Exercise brief>
Among the lines below, copy exactly those from the one with "flex:none; width:38px; height:38px;" through the one with "position:absolute; width:32px; height:32px;", counting both ends.

Dataset records:
---*---

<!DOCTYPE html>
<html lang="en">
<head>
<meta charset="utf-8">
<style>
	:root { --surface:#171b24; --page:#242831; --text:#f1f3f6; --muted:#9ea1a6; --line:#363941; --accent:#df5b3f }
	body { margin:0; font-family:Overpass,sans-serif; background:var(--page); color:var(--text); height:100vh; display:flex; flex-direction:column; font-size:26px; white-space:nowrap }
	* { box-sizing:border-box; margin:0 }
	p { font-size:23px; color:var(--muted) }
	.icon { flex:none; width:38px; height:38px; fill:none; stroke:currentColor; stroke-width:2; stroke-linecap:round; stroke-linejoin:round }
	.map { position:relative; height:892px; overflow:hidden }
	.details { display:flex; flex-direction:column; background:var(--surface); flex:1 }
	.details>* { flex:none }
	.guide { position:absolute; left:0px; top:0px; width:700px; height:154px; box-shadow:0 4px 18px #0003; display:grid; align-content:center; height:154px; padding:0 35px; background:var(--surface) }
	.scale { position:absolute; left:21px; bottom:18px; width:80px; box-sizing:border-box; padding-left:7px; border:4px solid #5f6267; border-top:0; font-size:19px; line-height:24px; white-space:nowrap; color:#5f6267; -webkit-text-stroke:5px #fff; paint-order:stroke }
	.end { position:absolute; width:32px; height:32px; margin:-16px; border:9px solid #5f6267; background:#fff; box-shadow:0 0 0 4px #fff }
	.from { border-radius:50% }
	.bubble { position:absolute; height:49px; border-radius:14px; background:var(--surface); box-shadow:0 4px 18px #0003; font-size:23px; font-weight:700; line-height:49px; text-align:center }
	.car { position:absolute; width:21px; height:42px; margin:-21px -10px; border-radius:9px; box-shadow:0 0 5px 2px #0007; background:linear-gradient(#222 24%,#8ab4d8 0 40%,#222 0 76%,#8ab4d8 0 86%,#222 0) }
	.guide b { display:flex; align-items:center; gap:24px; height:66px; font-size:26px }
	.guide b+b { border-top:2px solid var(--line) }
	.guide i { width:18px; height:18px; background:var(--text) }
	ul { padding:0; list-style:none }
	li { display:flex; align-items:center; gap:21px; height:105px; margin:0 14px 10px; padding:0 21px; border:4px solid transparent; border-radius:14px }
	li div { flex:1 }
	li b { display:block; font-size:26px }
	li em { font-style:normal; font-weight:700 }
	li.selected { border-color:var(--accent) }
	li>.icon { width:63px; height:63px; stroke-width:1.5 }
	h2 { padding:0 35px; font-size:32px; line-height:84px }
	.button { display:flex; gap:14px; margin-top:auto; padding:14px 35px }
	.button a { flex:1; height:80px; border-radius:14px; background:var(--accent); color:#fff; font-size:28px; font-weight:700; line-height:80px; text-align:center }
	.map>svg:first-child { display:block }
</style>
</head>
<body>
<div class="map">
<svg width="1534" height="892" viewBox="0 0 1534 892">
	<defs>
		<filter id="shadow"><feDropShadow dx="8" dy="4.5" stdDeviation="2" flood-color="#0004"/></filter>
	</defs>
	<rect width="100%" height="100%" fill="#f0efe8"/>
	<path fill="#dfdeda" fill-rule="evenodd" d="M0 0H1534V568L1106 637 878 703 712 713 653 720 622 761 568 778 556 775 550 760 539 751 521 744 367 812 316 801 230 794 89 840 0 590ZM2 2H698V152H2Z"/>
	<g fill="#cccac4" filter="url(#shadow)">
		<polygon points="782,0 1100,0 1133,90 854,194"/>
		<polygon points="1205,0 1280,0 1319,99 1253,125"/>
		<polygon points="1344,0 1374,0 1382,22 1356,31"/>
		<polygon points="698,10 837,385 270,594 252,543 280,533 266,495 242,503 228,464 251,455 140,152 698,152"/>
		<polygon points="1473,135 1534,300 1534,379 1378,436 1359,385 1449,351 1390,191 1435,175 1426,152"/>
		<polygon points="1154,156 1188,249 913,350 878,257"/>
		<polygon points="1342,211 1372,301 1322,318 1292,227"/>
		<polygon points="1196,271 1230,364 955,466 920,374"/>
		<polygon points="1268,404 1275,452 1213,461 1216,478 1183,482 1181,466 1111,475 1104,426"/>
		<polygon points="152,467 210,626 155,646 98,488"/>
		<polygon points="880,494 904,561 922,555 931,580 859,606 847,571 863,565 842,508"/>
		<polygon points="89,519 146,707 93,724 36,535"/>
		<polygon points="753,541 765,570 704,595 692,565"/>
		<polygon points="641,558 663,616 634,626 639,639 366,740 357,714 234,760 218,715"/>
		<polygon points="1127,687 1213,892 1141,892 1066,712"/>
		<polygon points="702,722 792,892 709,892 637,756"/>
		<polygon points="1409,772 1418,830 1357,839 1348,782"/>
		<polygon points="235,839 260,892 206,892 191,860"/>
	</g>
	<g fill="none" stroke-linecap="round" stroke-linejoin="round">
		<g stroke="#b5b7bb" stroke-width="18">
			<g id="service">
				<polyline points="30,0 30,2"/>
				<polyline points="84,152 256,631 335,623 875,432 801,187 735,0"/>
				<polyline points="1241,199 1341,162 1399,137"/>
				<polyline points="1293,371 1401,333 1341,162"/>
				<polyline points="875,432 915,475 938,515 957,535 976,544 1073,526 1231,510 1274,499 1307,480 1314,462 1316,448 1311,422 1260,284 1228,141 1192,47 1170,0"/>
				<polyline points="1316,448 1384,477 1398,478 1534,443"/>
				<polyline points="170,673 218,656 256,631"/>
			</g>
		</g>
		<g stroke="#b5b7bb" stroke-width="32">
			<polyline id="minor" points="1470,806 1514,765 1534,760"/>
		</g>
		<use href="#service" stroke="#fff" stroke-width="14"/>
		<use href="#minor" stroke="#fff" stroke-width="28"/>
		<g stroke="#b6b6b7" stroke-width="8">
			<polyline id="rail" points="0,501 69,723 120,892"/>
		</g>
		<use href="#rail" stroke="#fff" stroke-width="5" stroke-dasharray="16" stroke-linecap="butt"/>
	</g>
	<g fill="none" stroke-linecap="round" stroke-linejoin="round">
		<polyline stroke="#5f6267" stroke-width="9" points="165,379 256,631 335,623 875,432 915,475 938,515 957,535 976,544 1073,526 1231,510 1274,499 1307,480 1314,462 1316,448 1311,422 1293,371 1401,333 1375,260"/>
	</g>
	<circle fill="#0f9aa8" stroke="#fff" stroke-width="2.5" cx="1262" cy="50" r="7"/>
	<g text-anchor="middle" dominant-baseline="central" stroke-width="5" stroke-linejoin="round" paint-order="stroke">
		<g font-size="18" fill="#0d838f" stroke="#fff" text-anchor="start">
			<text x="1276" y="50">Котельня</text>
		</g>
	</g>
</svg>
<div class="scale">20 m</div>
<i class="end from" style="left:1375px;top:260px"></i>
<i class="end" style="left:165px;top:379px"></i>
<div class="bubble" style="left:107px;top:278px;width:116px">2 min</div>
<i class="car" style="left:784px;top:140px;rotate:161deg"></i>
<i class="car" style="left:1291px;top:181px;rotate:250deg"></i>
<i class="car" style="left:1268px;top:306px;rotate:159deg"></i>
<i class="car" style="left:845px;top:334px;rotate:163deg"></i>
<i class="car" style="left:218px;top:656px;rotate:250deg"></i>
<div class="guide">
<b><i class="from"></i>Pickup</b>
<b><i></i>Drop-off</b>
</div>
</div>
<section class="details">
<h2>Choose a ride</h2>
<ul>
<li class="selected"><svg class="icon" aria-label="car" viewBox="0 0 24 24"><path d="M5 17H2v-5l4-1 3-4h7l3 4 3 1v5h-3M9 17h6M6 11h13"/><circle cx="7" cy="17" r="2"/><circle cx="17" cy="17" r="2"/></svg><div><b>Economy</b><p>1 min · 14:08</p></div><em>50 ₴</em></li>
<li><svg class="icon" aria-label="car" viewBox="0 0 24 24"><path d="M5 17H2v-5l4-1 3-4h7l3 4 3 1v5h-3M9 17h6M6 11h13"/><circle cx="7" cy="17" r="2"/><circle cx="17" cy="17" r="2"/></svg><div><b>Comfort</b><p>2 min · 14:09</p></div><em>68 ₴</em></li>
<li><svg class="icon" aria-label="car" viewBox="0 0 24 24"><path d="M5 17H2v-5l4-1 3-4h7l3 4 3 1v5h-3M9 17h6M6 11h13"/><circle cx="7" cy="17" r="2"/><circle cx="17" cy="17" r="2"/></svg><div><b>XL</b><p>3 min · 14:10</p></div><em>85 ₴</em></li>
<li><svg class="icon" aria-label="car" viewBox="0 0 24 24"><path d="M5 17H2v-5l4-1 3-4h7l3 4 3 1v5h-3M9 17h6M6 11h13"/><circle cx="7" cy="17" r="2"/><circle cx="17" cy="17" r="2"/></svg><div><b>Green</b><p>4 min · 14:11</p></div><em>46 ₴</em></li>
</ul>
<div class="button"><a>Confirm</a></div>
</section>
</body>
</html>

---*---

Answer to this task>
	.icon { flex:none; width:38px; height:38px; fill:none; stroke:currentColor; stroke-width:2; stroke-linecap:round; stroke-linejoin:round }
	.map { position:relative; height:892px; overflow:hidden }
	.details { display:flex; flex-direction:column; background:var(--surface); flex:1 }
	.details>* { flex:none }
	.guide { position:absolute; left:0px; top:0px; width:700px; height:154px; box-shadow:0 4px 18px #0003; display:grid; align-content:center; height:154px; padding:0 35px; background:var(--surface) }
	.scale { position:absolute; left:21px; bottom:18px; width:80px; box-sizing:border-box; padding-left:7px; border:4px solid #5f6267; border-top:0; font-size:19px; line-height:24px; white-space:nowrap; color:#5f6267; -webkit-text-stroke:5px #fff; paint-order:stroke }
	.end { position:absolute; width:32px; height:32px; margin:-16px; border:9px solid #5f6267; background:#fff; box-shadow:0 0 0 4px #fff }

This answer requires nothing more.